BEGIN

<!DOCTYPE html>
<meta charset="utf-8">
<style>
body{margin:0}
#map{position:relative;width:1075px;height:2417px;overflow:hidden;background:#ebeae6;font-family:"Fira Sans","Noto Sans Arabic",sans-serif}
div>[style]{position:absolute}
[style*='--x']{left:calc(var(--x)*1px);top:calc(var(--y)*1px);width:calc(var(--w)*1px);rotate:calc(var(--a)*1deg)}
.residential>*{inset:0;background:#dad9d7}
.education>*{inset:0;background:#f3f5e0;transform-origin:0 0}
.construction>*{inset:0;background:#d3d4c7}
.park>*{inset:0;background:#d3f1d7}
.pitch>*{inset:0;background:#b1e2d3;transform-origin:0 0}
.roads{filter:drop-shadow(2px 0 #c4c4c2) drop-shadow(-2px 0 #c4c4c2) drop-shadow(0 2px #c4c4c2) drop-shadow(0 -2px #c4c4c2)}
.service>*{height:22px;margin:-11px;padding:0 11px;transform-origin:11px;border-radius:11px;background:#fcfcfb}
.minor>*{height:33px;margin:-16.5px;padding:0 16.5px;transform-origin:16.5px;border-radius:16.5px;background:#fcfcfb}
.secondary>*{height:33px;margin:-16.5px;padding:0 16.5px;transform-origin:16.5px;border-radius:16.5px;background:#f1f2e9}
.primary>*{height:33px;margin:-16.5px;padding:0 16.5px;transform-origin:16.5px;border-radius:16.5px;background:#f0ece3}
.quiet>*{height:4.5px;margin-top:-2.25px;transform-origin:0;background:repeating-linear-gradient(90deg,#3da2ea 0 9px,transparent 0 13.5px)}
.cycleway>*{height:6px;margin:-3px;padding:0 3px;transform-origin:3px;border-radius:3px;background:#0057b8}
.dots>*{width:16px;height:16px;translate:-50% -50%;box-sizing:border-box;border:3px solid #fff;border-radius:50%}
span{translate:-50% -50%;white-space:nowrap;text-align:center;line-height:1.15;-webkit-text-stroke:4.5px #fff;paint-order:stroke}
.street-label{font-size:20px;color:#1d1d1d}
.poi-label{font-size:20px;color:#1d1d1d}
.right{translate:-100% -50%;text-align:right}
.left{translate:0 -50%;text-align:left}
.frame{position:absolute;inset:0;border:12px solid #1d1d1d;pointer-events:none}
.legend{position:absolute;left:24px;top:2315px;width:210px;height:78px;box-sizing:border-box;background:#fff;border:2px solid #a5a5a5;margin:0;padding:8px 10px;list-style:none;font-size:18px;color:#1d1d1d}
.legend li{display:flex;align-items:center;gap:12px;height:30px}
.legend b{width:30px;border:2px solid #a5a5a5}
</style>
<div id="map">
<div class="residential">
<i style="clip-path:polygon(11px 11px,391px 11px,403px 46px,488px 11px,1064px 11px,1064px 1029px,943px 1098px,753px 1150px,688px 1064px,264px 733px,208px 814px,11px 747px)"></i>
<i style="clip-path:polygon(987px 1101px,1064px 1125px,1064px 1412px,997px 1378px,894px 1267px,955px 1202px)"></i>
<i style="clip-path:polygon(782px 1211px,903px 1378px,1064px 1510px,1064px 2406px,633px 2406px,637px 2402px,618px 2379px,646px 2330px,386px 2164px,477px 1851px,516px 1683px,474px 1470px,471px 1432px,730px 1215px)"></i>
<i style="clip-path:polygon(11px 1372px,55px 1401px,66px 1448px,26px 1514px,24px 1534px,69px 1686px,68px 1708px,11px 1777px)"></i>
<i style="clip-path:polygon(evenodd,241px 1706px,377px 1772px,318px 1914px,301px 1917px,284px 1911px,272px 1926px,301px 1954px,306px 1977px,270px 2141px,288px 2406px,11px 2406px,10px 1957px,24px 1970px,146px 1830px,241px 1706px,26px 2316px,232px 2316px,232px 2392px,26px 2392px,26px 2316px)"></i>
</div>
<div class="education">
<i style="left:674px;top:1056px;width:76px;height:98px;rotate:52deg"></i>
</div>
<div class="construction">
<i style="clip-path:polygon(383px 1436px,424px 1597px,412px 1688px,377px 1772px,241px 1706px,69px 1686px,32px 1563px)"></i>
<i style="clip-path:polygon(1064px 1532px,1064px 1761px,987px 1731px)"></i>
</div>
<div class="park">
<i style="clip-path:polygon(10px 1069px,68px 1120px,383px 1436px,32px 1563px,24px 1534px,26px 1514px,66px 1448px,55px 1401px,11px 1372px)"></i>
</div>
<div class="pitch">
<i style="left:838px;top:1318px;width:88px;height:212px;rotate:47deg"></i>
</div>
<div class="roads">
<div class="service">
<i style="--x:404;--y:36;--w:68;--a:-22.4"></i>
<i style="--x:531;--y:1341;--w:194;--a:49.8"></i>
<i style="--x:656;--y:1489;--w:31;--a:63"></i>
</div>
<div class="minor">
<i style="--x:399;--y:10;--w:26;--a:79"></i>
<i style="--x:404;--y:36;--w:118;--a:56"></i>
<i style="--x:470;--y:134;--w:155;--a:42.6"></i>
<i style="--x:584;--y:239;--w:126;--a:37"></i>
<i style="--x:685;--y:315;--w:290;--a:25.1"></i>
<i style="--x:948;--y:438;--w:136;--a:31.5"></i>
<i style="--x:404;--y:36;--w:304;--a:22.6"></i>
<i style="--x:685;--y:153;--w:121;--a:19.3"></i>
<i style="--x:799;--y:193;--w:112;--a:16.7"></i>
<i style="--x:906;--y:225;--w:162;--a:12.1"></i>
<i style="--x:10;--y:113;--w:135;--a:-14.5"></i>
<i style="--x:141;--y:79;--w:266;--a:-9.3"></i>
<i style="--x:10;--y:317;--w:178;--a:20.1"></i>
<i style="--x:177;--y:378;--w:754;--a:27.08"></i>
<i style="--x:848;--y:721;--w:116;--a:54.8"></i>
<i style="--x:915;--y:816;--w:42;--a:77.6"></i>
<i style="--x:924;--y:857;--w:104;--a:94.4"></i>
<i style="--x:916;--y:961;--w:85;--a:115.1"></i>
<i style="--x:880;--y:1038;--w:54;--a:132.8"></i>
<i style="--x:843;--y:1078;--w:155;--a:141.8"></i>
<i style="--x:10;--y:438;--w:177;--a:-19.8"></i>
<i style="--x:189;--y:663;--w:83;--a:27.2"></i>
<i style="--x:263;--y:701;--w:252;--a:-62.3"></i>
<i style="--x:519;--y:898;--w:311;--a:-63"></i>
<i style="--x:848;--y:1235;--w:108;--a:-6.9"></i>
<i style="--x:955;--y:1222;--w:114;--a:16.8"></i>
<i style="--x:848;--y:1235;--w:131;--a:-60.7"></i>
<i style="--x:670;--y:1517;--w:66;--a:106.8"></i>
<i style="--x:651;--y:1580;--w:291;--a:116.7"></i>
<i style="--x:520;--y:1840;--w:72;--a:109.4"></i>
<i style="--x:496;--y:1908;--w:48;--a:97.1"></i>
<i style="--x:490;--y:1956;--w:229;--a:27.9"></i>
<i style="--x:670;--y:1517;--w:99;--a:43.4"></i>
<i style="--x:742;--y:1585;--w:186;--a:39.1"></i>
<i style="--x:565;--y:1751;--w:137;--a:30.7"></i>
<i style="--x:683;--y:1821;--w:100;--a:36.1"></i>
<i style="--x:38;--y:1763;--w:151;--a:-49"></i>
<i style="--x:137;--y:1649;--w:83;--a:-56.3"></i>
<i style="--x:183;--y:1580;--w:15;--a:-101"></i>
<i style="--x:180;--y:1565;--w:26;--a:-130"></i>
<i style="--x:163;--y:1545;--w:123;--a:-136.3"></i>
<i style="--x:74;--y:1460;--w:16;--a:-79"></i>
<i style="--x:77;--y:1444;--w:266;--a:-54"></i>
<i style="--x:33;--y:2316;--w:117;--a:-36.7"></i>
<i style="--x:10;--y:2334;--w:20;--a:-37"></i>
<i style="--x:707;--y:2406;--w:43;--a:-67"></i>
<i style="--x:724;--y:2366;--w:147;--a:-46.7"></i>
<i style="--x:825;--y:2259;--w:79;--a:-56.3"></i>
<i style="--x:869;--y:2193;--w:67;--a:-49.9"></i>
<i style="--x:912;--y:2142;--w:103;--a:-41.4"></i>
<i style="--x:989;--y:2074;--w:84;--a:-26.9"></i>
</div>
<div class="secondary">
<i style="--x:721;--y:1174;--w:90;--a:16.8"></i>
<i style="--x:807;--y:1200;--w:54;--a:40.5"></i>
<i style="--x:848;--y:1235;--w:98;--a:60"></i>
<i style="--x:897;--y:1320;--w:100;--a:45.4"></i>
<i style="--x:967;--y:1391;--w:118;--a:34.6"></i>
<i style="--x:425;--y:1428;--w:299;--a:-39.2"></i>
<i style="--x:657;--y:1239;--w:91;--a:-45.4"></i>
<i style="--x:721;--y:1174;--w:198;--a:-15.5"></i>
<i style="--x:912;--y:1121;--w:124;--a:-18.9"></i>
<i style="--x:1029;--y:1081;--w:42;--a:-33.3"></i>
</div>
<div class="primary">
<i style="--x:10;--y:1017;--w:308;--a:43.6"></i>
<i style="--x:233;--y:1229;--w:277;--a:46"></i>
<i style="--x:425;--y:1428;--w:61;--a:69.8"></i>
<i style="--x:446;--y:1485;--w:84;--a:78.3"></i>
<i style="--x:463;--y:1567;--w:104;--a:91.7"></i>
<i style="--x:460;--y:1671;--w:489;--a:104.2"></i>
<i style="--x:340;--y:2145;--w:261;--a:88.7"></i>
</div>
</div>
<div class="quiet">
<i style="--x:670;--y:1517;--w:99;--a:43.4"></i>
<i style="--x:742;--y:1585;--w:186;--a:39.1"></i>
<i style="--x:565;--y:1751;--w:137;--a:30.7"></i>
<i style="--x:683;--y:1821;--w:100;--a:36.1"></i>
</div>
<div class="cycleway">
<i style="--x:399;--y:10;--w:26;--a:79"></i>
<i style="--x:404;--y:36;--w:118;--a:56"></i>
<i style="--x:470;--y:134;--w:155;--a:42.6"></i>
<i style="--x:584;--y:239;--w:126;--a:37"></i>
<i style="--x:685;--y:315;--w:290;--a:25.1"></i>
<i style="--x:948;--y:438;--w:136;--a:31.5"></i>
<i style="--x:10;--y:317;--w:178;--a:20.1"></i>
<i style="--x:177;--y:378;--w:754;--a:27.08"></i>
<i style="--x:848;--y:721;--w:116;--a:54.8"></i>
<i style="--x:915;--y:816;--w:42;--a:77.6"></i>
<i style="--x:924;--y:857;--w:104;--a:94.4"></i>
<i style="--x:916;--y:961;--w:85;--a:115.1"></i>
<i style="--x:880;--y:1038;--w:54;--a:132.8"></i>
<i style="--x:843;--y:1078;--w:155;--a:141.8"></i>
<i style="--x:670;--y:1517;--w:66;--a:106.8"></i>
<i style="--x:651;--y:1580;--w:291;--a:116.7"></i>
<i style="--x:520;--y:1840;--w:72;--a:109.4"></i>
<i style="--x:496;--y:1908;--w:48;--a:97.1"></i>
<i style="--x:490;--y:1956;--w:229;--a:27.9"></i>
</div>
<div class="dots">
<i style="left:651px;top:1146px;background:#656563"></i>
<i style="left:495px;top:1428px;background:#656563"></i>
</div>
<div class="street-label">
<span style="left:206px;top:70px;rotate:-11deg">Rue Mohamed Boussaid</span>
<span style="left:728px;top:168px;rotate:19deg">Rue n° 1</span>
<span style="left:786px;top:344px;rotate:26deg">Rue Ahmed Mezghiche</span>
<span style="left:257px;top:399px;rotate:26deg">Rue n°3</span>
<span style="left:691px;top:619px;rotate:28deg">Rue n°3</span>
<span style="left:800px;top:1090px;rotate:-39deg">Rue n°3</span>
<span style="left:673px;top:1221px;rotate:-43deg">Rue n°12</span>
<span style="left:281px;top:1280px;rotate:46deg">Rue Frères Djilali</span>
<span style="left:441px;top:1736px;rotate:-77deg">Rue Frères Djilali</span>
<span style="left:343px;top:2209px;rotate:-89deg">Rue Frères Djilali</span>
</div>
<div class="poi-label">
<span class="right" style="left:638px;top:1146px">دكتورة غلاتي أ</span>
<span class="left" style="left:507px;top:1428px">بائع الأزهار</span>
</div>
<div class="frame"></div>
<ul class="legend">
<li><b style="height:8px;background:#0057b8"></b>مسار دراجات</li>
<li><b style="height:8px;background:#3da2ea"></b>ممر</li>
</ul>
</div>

END
BEGIN

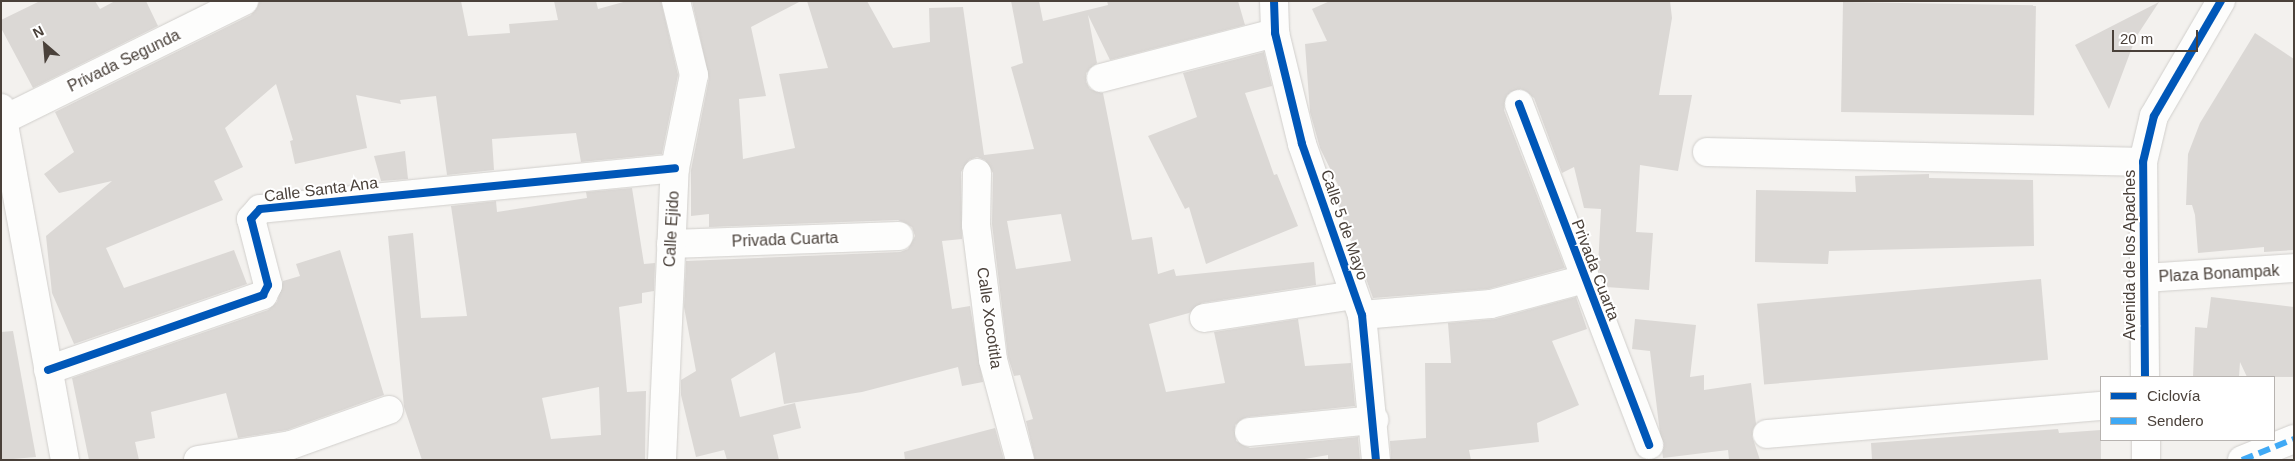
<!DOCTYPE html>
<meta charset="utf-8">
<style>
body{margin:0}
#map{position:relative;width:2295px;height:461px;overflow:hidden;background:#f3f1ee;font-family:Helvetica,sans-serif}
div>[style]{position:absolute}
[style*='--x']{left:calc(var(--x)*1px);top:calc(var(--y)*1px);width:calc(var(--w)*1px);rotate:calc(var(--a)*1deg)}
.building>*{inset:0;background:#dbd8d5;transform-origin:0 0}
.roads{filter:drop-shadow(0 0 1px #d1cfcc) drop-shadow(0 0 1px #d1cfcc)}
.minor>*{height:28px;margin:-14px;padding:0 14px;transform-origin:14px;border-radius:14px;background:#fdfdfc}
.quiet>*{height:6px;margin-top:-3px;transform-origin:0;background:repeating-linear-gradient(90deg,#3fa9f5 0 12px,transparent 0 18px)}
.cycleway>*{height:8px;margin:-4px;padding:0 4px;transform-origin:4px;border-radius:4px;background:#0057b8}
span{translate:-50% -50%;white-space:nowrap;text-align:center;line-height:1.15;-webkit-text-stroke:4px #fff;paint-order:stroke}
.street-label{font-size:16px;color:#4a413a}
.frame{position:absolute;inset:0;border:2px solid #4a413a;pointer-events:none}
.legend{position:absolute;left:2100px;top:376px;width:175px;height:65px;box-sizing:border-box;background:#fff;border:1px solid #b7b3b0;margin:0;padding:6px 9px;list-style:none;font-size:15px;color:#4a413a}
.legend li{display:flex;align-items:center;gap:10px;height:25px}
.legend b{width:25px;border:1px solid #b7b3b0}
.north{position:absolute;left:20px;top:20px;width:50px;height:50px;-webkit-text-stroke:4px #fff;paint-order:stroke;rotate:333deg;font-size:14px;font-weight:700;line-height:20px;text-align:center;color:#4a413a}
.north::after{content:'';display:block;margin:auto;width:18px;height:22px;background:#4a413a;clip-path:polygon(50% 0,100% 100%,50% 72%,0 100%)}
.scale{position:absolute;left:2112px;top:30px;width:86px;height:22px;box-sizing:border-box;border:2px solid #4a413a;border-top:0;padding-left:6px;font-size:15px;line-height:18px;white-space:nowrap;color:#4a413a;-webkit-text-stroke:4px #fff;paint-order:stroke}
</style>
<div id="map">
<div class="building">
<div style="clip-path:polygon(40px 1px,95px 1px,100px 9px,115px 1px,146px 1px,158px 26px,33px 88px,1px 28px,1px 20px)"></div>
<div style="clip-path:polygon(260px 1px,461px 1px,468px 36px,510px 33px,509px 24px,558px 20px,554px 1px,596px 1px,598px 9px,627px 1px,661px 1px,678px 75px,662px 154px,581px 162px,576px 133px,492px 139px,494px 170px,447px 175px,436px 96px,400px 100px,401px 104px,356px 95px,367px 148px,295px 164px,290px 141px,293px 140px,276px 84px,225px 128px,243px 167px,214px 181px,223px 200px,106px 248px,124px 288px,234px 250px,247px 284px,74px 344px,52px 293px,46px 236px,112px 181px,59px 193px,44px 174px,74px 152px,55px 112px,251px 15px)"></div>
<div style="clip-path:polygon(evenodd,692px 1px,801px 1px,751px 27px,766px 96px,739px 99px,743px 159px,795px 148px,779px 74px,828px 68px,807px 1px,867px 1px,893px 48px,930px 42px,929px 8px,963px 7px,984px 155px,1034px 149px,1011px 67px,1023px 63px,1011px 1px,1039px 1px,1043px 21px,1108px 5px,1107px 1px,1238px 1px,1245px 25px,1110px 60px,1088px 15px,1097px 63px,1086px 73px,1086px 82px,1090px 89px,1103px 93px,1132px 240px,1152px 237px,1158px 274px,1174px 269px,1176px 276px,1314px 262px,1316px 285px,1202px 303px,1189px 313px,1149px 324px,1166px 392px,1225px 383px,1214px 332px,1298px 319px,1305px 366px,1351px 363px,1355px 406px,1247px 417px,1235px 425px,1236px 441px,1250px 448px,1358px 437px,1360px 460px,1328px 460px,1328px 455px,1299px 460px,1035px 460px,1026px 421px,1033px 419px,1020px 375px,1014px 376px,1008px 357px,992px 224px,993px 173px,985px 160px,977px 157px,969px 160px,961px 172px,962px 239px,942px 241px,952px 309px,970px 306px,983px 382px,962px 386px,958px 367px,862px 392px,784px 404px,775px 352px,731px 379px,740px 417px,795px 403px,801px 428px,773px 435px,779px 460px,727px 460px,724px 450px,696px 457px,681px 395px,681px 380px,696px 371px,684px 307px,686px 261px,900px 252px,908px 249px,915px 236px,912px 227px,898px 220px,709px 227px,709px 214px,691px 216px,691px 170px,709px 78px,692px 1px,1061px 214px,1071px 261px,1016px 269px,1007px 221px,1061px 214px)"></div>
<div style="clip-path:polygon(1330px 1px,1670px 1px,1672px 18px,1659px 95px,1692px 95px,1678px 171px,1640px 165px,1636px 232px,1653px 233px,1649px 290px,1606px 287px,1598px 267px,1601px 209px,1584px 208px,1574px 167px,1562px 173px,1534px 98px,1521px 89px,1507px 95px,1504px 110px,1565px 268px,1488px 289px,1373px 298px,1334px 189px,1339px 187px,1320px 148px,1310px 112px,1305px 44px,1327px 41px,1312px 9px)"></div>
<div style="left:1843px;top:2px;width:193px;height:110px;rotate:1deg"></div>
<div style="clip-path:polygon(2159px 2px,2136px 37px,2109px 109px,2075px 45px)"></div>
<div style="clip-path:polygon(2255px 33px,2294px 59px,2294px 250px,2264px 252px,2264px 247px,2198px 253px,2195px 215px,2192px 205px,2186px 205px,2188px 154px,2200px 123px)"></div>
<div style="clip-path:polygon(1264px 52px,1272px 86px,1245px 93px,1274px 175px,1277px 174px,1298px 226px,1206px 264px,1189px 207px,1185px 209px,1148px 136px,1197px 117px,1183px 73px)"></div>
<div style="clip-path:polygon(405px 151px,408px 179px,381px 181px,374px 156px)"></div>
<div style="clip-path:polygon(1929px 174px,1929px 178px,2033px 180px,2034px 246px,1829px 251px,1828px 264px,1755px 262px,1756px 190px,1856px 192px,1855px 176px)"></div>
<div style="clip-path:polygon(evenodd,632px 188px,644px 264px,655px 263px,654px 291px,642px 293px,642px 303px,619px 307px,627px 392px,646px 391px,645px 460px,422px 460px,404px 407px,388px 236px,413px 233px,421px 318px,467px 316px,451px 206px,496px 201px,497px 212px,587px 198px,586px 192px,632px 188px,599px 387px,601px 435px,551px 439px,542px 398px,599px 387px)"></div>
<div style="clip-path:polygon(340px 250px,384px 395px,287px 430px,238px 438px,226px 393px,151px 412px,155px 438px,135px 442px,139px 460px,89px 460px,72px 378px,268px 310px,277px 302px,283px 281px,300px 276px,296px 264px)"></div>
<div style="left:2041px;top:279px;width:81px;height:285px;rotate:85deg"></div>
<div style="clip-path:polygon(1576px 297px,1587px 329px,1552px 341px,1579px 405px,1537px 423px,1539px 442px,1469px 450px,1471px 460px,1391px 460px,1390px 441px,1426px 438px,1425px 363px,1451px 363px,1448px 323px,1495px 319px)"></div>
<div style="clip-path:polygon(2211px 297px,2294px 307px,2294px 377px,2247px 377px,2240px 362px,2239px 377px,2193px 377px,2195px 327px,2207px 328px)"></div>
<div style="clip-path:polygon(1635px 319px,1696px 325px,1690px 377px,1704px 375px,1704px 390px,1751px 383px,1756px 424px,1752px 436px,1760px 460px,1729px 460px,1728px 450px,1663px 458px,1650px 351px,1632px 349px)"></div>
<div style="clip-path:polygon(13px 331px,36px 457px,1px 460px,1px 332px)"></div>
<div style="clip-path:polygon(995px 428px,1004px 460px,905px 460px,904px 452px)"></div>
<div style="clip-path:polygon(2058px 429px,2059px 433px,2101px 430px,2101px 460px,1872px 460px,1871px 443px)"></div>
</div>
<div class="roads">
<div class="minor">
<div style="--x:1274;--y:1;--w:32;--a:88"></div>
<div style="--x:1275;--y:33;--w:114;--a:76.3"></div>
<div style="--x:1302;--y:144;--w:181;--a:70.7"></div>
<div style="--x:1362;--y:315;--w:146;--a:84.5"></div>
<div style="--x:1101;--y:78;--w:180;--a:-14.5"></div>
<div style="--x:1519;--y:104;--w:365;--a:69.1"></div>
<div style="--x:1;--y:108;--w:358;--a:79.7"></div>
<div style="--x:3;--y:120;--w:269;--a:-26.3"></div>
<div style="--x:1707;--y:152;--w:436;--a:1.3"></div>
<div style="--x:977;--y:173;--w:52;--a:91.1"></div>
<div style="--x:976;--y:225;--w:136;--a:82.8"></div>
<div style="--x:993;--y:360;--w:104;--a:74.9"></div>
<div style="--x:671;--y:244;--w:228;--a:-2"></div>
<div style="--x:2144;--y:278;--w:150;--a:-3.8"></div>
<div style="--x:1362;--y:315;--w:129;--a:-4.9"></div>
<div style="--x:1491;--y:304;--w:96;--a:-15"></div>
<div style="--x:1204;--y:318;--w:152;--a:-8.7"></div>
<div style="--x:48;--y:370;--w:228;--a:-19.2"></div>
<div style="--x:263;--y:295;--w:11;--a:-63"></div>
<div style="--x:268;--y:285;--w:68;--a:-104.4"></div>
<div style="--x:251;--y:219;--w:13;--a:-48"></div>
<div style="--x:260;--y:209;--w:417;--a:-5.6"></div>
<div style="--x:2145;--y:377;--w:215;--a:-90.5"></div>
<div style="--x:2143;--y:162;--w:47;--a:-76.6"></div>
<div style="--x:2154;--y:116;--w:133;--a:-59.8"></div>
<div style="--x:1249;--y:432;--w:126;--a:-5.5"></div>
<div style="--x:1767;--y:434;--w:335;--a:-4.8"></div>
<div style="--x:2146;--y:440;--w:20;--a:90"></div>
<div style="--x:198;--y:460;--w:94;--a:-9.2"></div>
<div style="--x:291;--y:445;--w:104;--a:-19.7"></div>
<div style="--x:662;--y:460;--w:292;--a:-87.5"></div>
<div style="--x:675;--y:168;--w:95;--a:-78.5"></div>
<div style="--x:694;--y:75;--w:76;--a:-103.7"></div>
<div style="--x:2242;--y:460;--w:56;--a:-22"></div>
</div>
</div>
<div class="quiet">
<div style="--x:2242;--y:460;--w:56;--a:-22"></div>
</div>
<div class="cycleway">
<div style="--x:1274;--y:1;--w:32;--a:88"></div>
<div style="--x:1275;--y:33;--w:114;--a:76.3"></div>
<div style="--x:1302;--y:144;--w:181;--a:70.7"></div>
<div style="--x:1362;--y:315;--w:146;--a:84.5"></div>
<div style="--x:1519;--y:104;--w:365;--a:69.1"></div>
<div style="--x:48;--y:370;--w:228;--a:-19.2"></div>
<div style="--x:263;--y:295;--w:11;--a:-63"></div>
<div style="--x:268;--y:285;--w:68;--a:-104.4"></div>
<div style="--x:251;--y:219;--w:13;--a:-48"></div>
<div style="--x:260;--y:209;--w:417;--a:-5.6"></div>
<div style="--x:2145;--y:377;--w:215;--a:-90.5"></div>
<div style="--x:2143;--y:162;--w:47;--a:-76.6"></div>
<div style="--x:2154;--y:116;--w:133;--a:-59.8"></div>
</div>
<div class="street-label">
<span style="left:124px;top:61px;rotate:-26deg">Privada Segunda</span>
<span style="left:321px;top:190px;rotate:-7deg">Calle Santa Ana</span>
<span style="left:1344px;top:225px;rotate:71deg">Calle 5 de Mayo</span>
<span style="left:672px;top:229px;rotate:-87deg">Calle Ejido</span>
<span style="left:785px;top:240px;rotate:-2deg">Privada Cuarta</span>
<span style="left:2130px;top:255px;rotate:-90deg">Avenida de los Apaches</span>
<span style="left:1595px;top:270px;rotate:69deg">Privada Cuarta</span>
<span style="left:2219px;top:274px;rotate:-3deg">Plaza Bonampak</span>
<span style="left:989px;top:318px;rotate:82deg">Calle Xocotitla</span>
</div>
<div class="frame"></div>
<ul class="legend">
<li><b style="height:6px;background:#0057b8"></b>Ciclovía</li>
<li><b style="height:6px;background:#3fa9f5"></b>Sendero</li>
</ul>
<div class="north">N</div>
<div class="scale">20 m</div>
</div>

END

What lines above contain "serif"? Copy them out.

> [Answer to this problem]:
#map{position:relative;width:1075px;height:2417px;overflow:hidden;background:#ebeae6;font-family:"Fira Sans","Noto Sans Arabic",sans-serif}
#map{position:relative;width:2295px;height:461px;overflow:hidden;background:#f3f1ee;font-family:Helvetica,sans-serif}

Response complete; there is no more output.